On many occasions before that sad day, I pedaled my clunky old bicycle to a prairie-dog town on the outskirts of Greeley, on the Great Plains of northern Colorado.
I could coast in quietly and watch the rodents go about their business until a sentinel noticed me and yelped. Then they'd all run down their burrows and hide for a few minutes, before returning, one by one, to the surface -- as long as I stayed still.
Any teacher can tell you that it takes quite a spectacle to get a 13-year-old boy to stay quiet. So I was heartbroken one spring day when I found transits and stakes, along with an active bulldozer, instead of prairie dogs.
The sign said a new junior high school was under construction. How could they destroy an educational prairie-dog town just to build a torture chamber designed to imprison, stifle and bore teen-aged boys like me?
My parents offered consolation. Even if that colony was gone forever, there were zillions of other prairie dogs spread across the vast Great Plains.
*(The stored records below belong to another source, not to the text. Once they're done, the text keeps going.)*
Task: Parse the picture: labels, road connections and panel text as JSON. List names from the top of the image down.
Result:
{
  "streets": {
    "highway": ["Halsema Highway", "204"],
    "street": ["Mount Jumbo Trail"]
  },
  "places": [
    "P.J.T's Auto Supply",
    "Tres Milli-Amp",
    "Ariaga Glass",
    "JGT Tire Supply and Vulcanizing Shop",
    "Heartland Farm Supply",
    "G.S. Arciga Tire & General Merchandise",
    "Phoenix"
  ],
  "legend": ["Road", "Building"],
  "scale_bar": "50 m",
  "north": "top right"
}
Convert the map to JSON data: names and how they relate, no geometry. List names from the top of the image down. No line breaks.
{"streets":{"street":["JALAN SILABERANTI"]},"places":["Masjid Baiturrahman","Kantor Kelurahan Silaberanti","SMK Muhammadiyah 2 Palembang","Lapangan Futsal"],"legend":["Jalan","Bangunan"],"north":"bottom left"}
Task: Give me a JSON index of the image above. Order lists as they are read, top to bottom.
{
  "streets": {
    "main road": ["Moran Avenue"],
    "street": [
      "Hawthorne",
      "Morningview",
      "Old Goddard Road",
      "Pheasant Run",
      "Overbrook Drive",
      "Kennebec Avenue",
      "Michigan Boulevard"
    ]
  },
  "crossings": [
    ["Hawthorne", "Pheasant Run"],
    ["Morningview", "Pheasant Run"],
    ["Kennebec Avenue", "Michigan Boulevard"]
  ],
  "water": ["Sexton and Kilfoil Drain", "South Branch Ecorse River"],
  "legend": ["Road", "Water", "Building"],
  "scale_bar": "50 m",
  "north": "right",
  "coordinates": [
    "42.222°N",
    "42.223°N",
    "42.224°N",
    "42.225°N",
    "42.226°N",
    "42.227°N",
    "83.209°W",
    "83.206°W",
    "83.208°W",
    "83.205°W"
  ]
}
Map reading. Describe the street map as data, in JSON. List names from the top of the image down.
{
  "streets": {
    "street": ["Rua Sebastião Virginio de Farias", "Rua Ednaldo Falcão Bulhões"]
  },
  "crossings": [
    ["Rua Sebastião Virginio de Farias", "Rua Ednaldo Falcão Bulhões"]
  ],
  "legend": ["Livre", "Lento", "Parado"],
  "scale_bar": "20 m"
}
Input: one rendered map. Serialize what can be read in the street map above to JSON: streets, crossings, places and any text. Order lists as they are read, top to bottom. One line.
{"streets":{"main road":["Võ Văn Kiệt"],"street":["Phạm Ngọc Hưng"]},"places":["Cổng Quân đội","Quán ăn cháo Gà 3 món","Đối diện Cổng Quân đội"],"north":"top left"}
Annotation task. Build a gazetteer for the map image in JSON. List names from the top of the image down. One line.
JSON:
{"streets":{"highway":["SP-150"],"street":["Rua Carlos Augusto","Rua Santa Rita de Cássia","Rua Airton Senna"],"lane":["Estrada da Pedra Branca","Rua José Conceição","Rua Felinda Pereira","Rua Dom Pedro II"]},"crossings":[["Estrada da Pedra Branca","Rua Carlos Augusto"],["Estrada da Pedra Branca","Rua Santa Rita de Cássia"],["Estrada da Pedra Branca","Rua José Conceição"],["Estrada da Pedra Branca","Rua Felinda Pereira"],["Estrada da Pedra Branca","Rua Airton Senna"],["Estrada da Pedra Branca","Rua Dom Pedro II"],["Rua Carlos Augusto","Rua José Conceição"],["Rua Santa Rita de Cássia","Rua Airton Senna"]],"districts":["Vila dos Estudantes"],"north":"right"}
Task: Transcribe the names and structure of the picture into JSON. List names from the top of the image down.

They were right, but that was 35 years ago. Now the U.S. Fish and Wildlife Service is considering the black-tailed prairie dog for listing under the Endangered Species Act. There may have once been 1.5 billion of them spread across 250 million acres, but thanks to new schools -- and highways, subdivisions, shopping malls and intensive agriculture -- habitat is now down to 700,000 acres.
Prairie dogs aren't really dogs. They're football-sized vegetarian rodents with short legs and tails. They got the name because their calls sound like barks. They dig tunnels on the prairie, and live in towns with thousands of residents.
There are five species in North America. Two are thriving -- the white-tailed and the Gunnison -- but the Utah is threatened, and the Mexican endangered.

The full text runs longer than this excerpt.